Figure 6. E-cad interacts with Igf1r and increases receptor activity in TE cells.

(A) A proximity ligation assay (Duolink) examining wt (1, 4, 6), E-cad-null (2, 5) and NcEc homozygous embryos (3). Red dotted fluorescence indicates sites of interaction of analyzed proteins as indicated in optical sections (lower row) and 3D reconstructions (upper row). The E-cad-Igf1r interaction was detected by antibodies against the β-subunit of Igf1r and the intracellular domain of E-cad, which also binds to the NcEc protein. In wt embryos, fluorescent dots indicating sites of protein-protein interactions, were found at cell-cell contact sites (1), whereas E-cad-null embryos that contained only residual maternally derived E-cad and NcEc homozygous embryos did not show a fluorescence signal, although both anti-Igf1r and anti-E-cad antibodies detect the β-subunit of Igf1r and NcEc, respectively in NcEc homozygous mutant embryos (2, 3). Similar results were obtained in a Duolink assay using anti-E-cad (intracellular domain) and anti-pIgf1r (activated form) antibodies (4, 5). The known interaction between E-cad and β-catenin gave a punctuate pattern at basolateral membranes in cells of wt embryos as control (6). (B) The interaction between E-cad and Igf1r analyzed by co-immunoprecipitation experiments in wt and NcEc ki/ki TS cells. Immunoprecipitation with anti-E-cad and IgG control antibodies displayed a specific interaction of E-cad to coprecipitated Igf1r (total) in wt TS cells (upper panel) whereas the receptor was not co-immunoprecipitated with the NcEc protein in NcEc ki/ki TS cells (lower panel). 5% input was loaded in the last lane. Scale bar, 25 µm.

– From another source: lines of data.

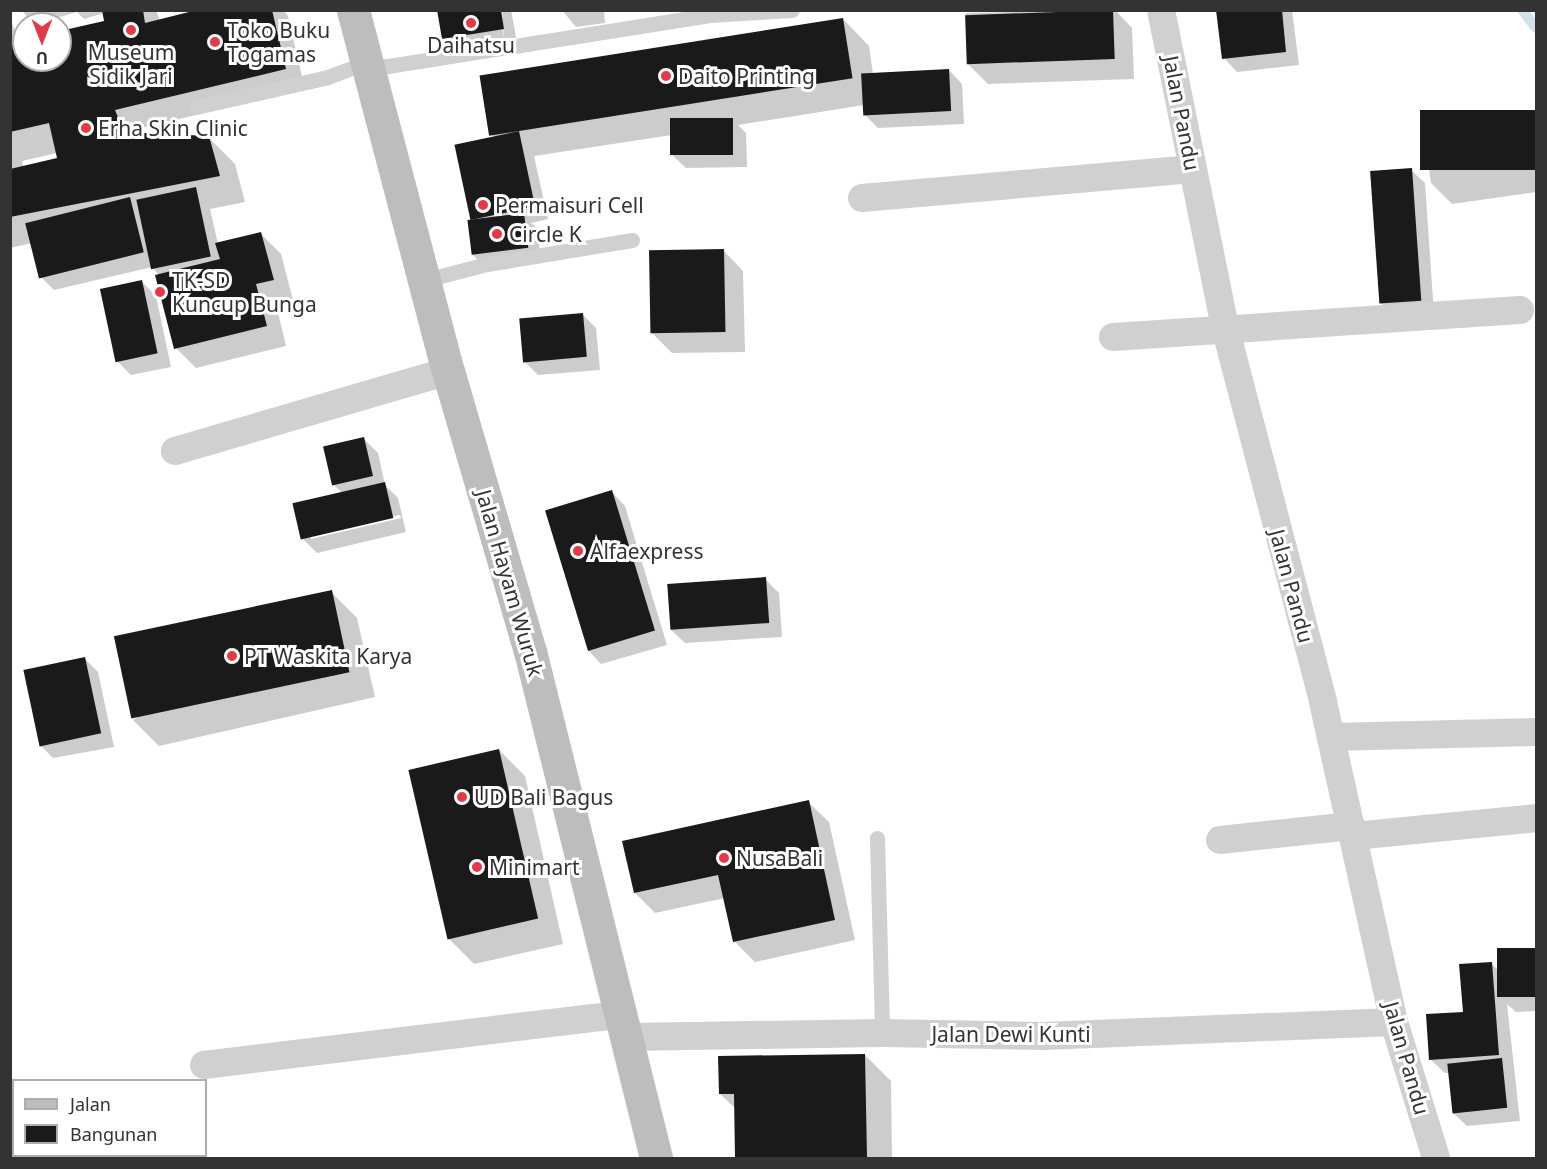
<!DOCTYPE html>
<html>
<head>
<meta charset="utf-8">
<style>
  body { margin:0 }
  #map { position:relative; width:1547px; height:1169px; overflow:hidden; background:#fff; font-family:"Noto Sans",sans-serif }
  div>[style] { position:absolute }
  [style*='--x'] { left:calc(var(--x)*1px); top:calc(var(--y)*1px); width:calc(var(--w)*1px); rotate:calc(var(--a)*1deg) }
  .shadow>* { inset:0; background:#0003 }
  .stream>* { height:10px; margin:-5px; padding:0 5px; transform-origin:5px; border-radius:5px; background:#cfe2ee }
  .building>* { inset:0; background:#1a1a1a; transform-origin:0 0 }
  .lane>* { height:15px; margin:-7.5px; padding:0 7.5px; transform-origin:7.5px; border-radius:7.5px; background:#d0d0d0 }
  .street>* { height:28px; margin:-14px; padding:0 14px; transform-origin:14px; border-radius:14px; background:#d0d0d0 }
  .secondary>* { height:33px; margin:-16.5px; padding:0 16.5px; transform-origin:16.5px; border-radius:16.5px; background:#bdbdbd }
  .dots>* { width:16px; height:16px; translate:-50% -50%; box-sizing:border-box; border:3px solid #fff; border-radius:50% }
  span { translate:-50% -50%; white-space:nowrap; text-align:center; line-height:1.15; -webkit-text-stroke:6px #fff; paint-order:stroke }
  .poi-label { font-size:21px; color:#333 }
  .left { translate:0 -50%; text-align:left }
  .street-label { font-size:21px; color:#333 }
  .frame { position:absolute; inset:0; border:12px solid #333; pointer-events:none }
  .legend { position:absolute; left:12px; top:1079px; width:195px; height:78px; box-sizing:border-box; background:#fff; border:2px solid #adadad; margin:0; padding:8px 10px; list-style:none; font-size:18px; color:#333 }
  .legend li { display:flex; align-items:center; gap:12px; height:30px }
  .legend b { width:30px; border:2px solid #adadad }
  .north { position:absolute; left:12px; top:12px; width:60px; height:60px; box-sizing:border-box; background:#fff; border:2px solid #adadad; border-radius:50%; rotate:180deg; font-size:16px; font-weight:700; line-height:24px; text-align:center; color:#333 }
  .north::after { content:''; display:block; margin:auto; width:21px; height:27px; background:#e63946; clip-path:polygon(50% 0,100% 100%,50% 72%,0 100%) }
</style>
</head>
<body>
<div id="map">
  <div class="shadow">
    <i style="clip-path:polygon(evenodd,21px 10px,156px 10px,160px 21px,204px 10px,283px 10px,288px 16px,305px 89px,133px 130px,138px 135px,209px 138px,235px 164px,245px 202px,210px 209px,218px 244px,261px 234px,281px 254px,293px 300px,276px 304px,286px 346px,196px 368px,176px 348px,159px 275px,152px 267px,54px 290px,40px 276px,32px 243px,10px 248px,10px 16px,19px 45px,24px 44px,24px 60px,60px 60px,60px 33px,106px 22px,104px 13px,84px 19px,77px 12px,35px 24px,21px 10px,57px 153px,58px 159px,23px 167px,22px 161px,57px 153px)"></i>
    <i style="clip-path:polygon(499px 10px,504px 37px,502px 10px,511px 10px,517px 42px,457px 52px,443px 39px)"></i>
    <i style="clip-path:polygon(562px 10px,604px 10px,605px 23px,576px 27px)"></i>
    <i style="clip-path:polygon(1115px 10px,1132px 28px,1134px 79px,988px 84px,968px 64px,966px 13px)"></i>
    <i style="clip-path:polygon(1218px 10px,1292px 10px,1299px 65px,1237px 72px,1224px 58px)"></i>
    <i style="clip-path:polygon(843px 19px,869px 46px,873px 74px,949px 70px,962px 84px,964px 124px,878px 128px,864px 114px,864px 105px,738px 125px,746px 133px,747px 167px,686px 168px,672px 155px,672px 135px,534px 156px,548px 219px,531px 223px,537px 228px,541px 262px,486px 268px,472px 254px,472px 221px,456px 145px,494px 137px,490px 133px)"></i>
    <i style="clip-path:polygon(1536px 111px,1536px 192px,1452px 204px,1431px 183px,1423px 126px)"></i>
    <i style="clip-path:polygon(1411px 170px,1425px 183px,1434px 314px,1394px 316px,1380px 302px)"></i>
    <i style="clip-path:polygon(723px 250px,743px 271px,745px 352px,672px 353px,652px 333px)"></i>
    <i style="clip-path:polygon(142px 282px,156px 296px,171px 367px,131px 375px,117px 361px)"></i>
    <i style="clip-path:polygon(583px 315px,596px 328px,600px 370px,538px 375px,524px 361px)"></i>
    <i style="clip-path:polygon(evenodd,364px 439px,378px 453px,385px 485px,398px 498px,406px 532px,317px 553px,303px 539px,343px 494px,333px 484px,364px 439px,400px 515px,401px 518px,311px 539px,311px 536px,400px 515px)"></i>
    <i style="clip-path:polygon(612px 492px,625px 506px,667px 645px,601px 664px,588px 650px)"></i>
    <i style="clip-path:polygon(765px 579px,779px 593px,782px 637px,685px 643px,671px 630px)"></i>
    <i style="clip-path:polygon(331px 592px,357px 618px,375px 697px,159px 746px,133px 720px)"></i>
    <i style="clip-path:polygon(84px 658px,98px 672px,114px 747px,53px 758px,40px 745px,25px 671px)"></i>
    <i style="clip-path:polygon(499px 750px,525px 776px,563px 944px,474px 964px,448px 938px)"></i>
    <i style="clip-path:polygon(808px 802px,829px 822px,855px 940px,755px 962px,734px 941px,725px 898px,655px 913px,635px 893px)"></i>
    <i style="clip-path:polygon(1536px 950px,1536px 1011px,1516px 1012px,1507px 1004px,1520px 1121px,1467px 1126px,1453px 1113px,1450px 1073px,1445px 1073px,1431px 1060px,1465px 1013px,1491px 963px,1500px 972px,1499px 951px)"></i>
    <i style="clip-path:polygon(865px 1055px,891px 1081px,892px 1158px,737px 1158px,736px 1109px,720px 1094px)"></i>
  </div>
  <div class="stream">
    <i style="--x:1522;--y:10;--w:23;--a:52"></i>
  </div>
  <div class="building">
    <i style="clip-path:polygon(102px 10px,143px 10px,145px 23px,197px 10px,272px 10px,286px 69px,115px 110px,124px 132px,209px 136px,220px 176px,10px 217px,10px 169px,57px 158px,49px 123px,10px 132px,10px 46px,24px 42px,24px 60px,60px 60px,60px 31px,104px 21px)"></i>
    <i style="clip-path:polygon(437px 10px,501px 10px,504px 29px,442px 39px)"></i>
    <i style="left:1113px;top:10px;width:49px;height:148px;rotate:88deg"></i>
    <i style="clip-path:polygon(1216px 10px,1282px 10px,1286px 52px,1222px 59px)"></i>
    <i style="left:843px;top:18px;width:61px;height:368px;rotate:81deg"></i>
    <i style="left:949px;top:69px;width:42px;height:88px;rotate:87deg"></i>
    <i style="left:1536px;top:110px;width:60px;height:116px;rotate:90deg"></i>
    <i style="left:670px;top:118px;width:63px;height:37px"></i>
    <i style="left:519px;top:131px;width:77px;height:66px;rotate:78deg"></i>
    <i style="left:1412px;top:168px;width:133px;height:42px;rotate:86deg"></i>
    <i style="left:196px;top:187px;width:71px;height:61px;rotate:78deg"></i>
    <i style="left:130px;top:197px;width:57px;height:108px;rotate:76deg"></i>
    <i style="left:524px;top:213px;width:35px;height:57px;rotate:83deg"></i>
    <i style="clip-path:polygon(261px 232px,274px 280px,256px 284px,267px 326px,174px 349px,155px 275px,220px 259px,215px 243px)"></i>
    <i style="left:724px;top:249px;width:83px;height:75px;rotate:89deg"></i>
    <i style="left:142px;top:280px;width:75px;height:43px;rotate:78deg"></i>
    <i style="left:583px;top:313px;width:44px;height:64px;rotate:85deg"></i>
    <i style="left:364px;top:437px;width:40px;height:42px;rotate:77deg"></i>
    <i style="left:385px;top:482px;width:37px;height:95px;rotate:77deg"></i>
    <i style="left:612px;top:490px;width:147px;height:70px;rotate:73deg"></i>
    <i style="left:766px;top:577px;width:46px;height:99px;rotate:86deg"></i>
    <i style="left:332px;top:590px;width:84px;height:223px;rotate:78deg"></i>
    <i style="left:85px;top:657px;width:78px;height:63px;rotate:78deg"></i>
    <i style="left:499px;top:749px;width:174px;height:93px;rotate:77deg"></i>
    <i style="clip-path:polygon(809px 800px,835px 920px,733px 942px,718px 875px,634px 893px,622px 841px)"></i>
    <i style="left:1536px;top:948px;width:49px;height:39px;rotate:90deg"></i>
    <i style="clip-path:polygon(1492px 962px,1499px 1055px,1429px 1060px,1426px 1014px,1463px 1012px,1459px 964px)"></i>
    <i style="clip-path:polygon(865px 1054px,867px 1157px,735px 1158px,734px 1094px,719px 1094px,718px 1056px)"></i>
    <i style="left:1502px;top:1058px;width:50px;height:55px;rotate:84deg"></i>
  </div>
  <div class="lane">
    <i style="--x:369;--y:69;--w:345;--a:-9"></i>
    <i style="--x:710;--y:15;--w:82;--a:-3.5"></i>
    <i style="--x:196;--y:107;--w:135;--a:-12.8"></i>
    <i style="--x:328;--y:77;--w:42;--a:-21"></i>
    <i style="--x:425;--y:280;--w:64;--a:-14.5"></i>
    <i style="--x:487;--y:264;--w:147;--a:-9.4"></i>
    <i style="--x:877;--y:838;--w:195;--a:88.5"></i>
  </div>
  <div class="street">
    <i style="--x:1161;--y:10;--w:328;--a:78.6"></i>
    <i style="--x:1226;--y:331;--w:383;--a:75.3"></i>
    <i style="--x:1323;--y:702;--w:328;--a:77.5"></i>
    <i style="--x:1394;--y:1022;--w:142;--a:72.8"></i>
    <i style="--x:862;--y:198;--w:332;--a:-5"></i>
    <i style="--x:1113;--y:337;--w:408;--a:-3.8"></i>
    <i style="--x:175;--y:451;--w:284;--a:-16.3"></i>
    <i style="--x:1331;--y:737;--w:205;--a:-1.4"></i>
    <i style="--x:1354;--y:836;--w:183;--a:-5.6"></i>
    <i style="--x:1220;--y:840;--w:132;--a:-6.1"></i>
    <i style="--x:628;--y:1037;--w:254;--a:-0.9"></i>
    <i style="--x:882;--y:1033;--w:162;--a:1.1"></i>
    <i style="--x:1044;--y:1036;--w:350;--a:-2.3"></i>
    <i style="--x:204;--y:1065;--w:422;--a:-6.9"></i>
  </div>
  <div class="secondary">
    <i style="--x:353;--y:10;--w:373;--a:75.3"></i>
    <i style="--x:448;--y:371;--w:292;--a:73.7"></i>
    <i style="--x:530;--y:651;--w:522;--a:76.04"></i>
  </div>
  <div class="dots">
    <i style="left:471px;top:23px;background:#e63946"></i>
    <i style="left:131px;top:30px;background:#e63946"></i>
    <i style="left:215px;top:42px;background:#e63946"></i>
    <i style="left:666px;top:76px;background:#e63946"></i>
    <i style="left:86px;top:128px;background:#e63946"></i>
    <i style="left:483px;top:205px;background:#e63946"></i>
    <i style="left:497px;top:234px;background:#e63946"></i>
    <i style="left:160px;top:292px;background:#e63946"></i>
    <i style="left:578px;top:551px;background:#e63946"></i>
    <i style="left:232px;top:656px;background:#e63946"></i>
    <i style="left:462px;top:797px;background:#e63946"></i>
    <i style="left:724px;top:858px;background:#e63946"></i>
    <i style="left:477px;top:867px;background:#e63946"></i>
  </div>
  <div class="poi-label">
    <span class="left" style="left:227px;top:42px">Toko Buku<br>Togamas</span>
    <span style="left:471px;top:45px">Daihatsu</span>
    <span style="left:131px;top:64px">Museum<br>Sidik Jari</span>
    <span class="left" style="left:678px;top:76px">Daito Printing</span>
    <span class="left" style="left:98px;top:128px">Erha Skin Clinic</span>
    <span class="left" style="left:495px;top:205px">Permaisuri Cell</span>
    <span class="left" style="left:509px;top:234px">Circle K</span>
    <span class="left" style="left:172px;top:292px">TK-SD<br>Kuncup Bunga</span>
    <span class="left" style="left:590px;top:551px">Alfaexpress</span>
    <span class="left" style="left:244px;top:656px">PT Waskita Karya</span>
    <span class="left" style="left:474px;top:797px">UD Bali Bagus</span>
    <span class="left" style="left:736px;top:858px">NusaBali</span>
    <span class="left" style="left:489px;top:867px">Minimart</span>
  </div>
  <div class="street-label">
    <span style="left:1182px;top:113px;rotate:79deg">Jalan Pandu</span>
    <span style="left:510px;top:583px;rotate:74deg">Jalan Hayam Wuruk</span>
    <span style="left:1292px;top:586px;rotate:75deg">Jalan Pandu</span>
    <span style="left:1011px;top:1034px">Jalan Dewi Kunti</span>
    <span style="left:1407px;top:1058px;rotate:74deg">Jalan Pandu</span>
  </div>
  <div class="frame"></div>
  <ul class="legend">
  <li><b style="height:8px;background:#bdbdbd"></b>Jalan</li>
  <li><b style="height:16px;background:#1a1a1a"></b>Bangunan</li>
  </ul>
  <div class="north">U</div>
</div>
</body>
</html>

Figure 7. A model of the molecular pathways that are involved in TE survival but are blocked in homozygous NcEc and N-cad ki/ki mutants.

In the presence of full-length E-cad or of the E-cad extracellular domain in EcNc embryos interaction of cadherins with Igf1r is occurring. This enables proper activation of Igf1r upon Igf1 signaling (phosphorylation), which supplies survival signals and blocks PCD (left panel). In the absence of E-cad cell adhesion is maintained in presence of NcEc or N-cad, but both proteins are incapable of interacting with Igf1r. As a consequence of the uncoupled interaction, Igf1r is not fully activated, prosurvival signals are lacking and apoptotic pathways reach the threshold levels for PCD induction (right panel). In the presence of cadherin-mediated adhesion (in homozygous NcEc and N-cad ki/ki, but not in E-cad-null embryos), apoptotic pathways can be blocked only by external cues (red boxes), which inhibit PCD at different levels and thereby rescue TE formation. According to this model E-cad is required for providing survival cues via the extracellular domain in addition to its role in cell adhesion.